We've been here in the small village of Stadt Wehlen for the past
four days. Tonite is our last night. It’s an idyllic little place. One of the
houses directly across the river is, in fact. Called Elbe Idyll. The Elbe is the river on which we are situated
directly. The town has a few restaurants
and cafes, a shop that makes candies by hand, and another that makes
soaps. We are just a five minute walk from the little main plaza. There’s a
couple of hotels, and tons of places with signs saying “ferianhaus” or holiday house. We’ve eaten breakfast here every morning,
usually had some kind of snack instead of lunch, pastry or ice cream, cooked
dinner here a couple of times, eaten out the others. It’s a nice balance.
We’ll head out shortly for dinner, for our last night.
The town is fairly busy during the day, with people coming through on bicycles,
hiking, by the boats that ply the river, by ferry from across the river, and
on tourist busses. But it’s pretty quiet at night.
We’ve driven to several of the towns and sites nearby.
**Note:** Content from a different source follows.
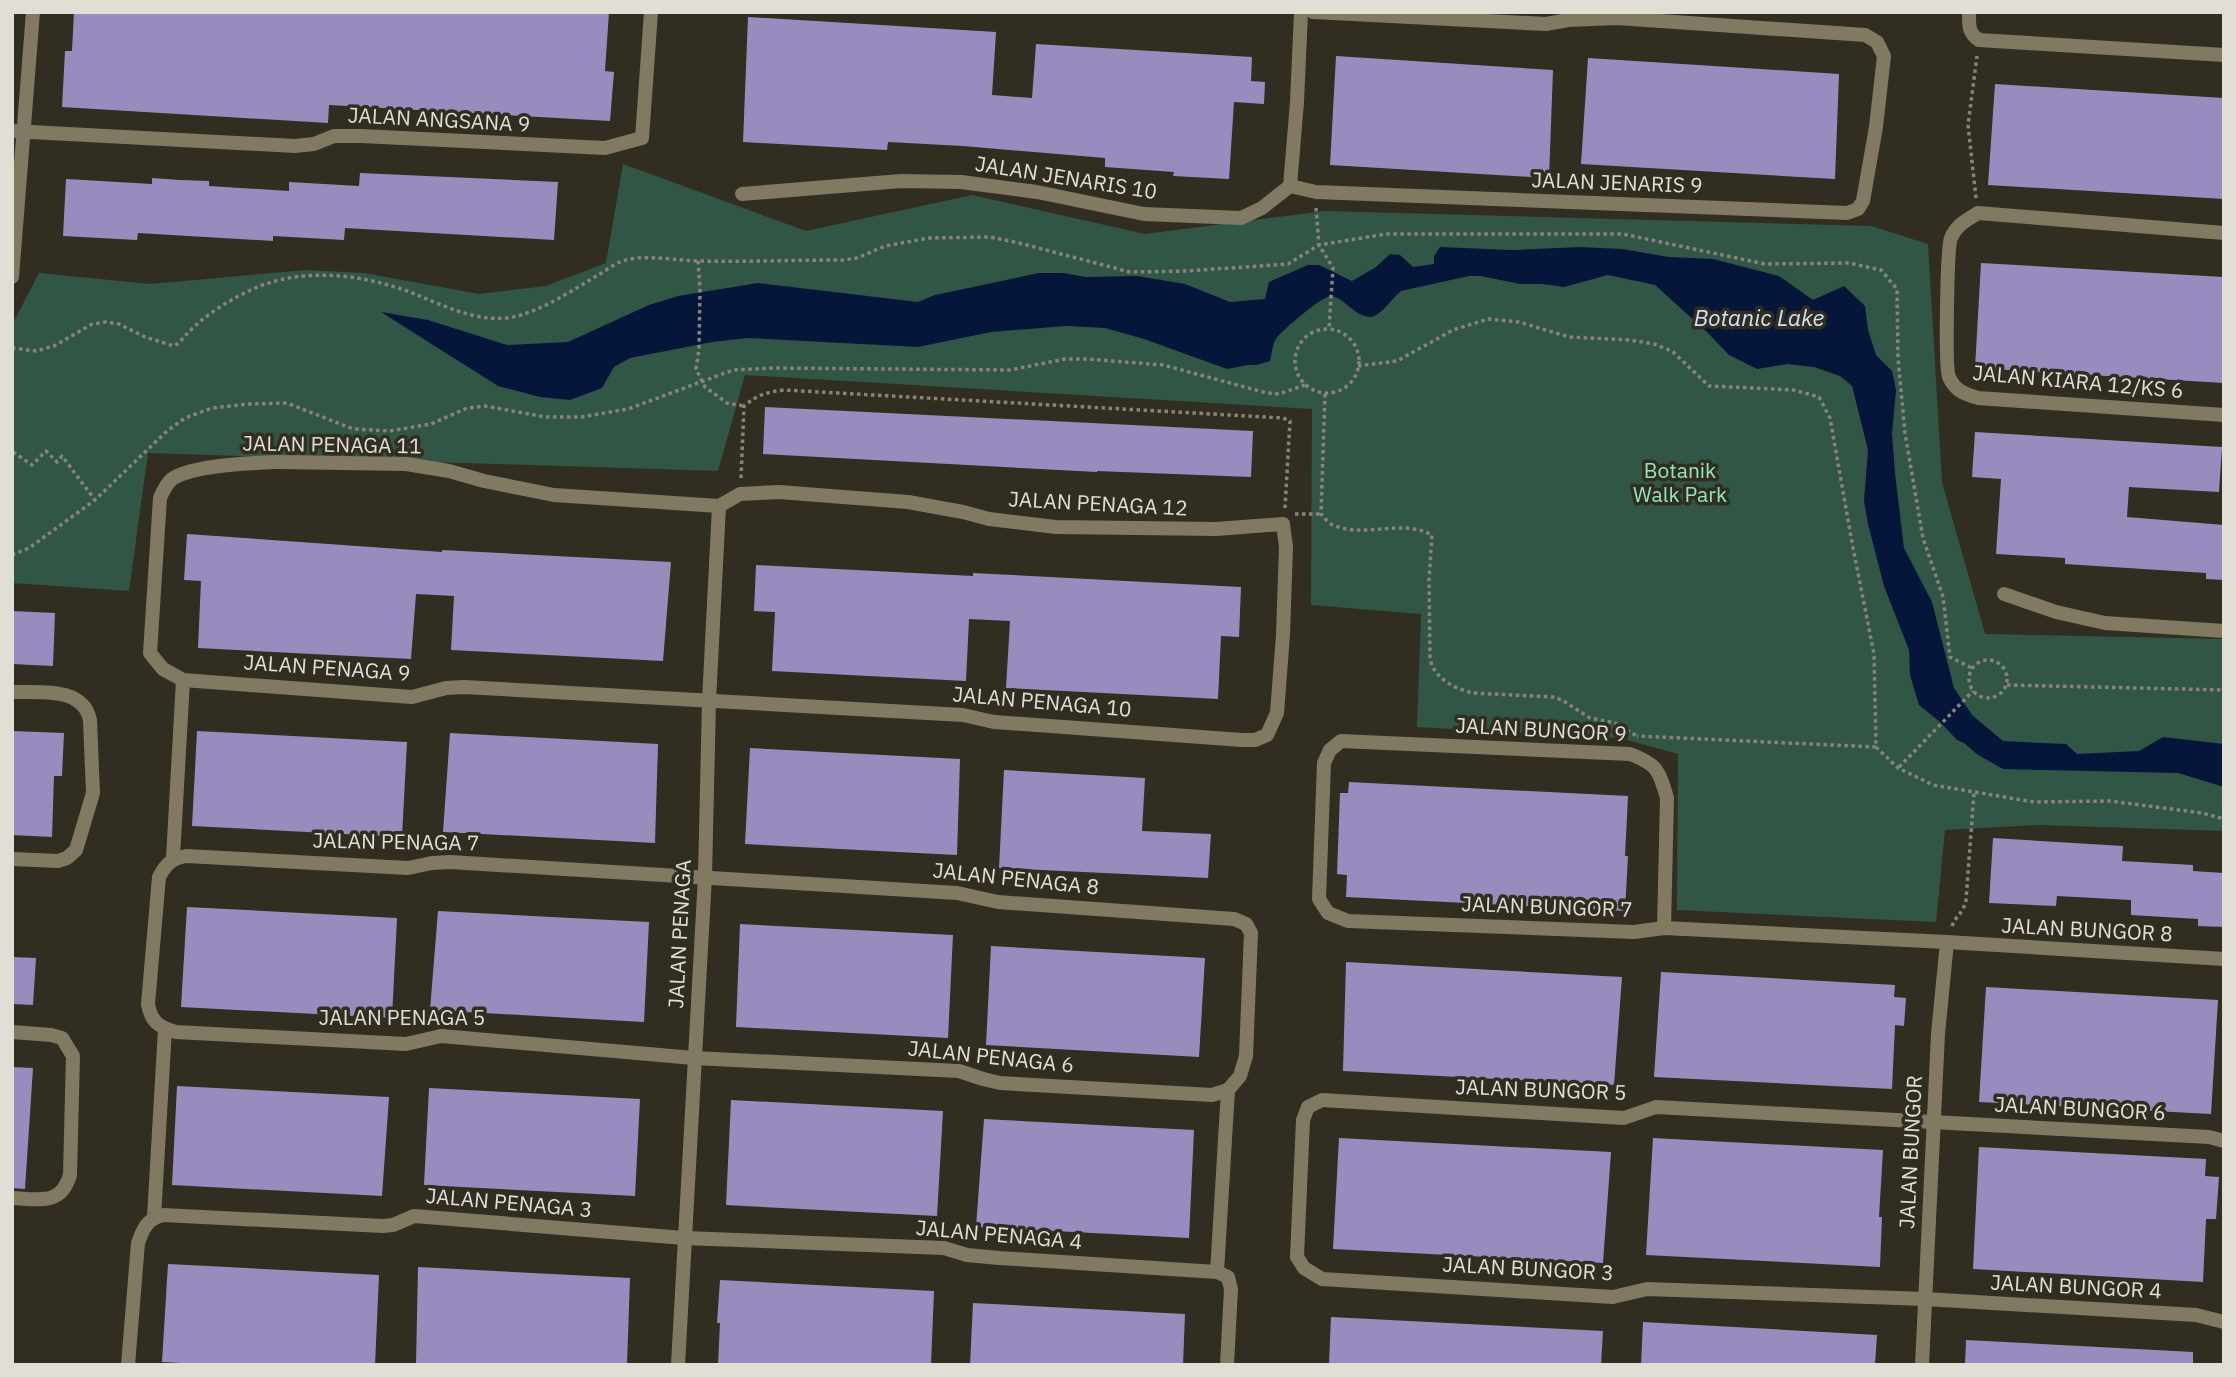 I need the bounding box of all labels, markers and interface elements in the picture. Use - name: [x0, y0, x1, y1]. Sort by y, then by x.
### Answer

Most
impressive was Bastei, an area of spectacular sandstone rock formations, a
scenic stone bridge, and the remains of a medieval fortress built into the
rocks. Loring hiked up there a couple of days ago from the village of Rathen,
while I strolled around the town taking photos and looking at tacky
souvenirs. At the top, about a 40 minute
hike, he encountered hordes of tourists who had come in by car and bus from the
other side. It was so crowded he had to elbow his way through to see anything.
But the hike itself had been enjoyable.
Today we approached it from the road, a
few hours earlier in the day, and missed most of the crowds. The formations are massive and impressive,
and the views of the Elbe and the surrounding towns are too. We could easily
see our own village just around a bend in the river. It was a photo online of
the formations and bridge that had first drawn my attention when researching the trip.
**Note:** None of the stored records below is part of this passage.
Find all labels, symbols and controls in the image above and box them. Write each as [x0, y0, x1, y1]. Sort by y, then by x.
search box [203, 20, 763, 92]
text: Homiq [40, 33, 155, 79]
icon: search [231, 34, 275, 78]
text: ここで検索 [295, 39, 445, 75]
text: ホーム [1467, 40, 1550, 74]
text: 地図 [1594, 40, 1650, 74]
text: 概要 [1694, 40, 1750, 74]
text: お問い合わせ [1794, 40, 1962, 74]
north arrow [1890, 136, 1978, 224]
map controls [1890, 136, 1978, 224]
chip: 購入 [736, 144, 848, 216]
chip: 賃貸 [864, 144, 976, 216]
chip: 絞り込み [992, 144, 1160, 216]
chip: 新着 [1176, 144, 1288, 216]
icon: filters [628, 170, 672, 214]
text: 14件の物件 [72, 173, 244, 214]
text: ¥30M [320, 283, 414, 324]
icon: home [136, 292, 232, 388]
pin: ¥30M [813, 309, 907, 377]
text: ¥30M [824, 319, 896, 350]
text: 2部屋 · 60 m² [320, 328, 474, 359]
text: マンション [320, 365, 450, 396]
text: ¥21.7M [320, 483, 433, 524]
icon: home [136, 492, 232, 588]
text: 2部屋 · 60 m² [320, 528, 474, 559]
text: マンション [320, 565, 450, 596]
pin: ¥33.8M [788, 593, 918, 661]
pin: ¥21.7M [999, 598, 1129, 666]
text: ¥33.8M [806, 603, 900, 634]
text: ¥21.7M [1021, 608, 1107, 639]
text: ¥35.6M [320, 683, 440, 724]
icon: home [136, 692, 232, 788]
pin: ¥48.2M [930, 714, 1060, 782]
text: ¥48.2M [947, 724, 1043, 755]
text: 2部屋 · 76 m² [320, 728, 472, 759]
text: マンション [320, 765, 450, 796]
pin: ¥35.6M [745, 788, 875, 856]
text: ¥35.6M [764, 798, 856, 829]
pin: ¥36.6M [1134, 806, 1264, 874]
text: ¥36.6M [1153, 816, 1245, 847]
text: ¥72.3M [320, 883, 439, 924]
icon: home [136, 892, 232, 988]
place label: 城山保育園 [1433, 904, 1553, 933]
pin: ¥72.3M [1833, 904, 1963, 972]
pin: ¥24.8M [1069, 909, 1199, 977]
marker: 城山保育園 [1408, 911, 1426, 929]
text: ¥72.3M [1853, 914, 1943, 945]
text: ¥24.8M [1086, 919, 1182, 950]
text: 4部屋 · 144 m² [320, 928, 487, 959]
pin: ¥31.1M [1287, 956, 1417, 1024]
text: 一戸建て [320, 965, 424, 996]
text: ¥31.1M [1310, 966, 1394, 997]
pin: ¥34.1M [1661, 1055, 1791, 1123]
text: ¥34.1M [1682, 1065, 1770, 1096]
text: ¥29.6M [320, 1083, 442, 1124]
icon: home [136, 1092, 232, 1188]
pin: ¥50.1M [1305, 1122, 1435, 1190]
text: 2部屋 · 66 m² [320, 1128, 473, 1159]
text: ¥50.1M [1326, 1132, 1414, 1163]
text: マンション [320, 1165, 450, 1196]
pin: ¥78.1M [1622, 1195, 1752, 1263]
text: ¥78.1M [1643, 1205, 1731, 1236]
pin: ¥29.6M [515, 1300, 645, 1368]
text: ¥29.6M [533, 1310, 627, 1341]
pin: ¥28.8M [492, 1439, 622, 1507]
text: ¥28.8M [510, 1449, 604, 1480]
One day, we went to Bad Shandau, named for the mineral
waters that were discovered there some centuries ago. I’d
seen ads for a place called Toscana, with sauna,
massage, health services, and a mineral swimming pool with underwater music and,
I think, some kind of light show. If Loring had been inclined to go on another
hike, I would have considered spending a couple of hours there, but may not
have liked it much anyway. And if there is anything remaining of the old baths,
I couldn’t find any reference to it.
On our way back from Bad Shandau, we stopped and spent
several hours at Castle Konigsberg, perched high on top of more rock
formations, and huge. It is supposedly the largest fortress castle in Europe.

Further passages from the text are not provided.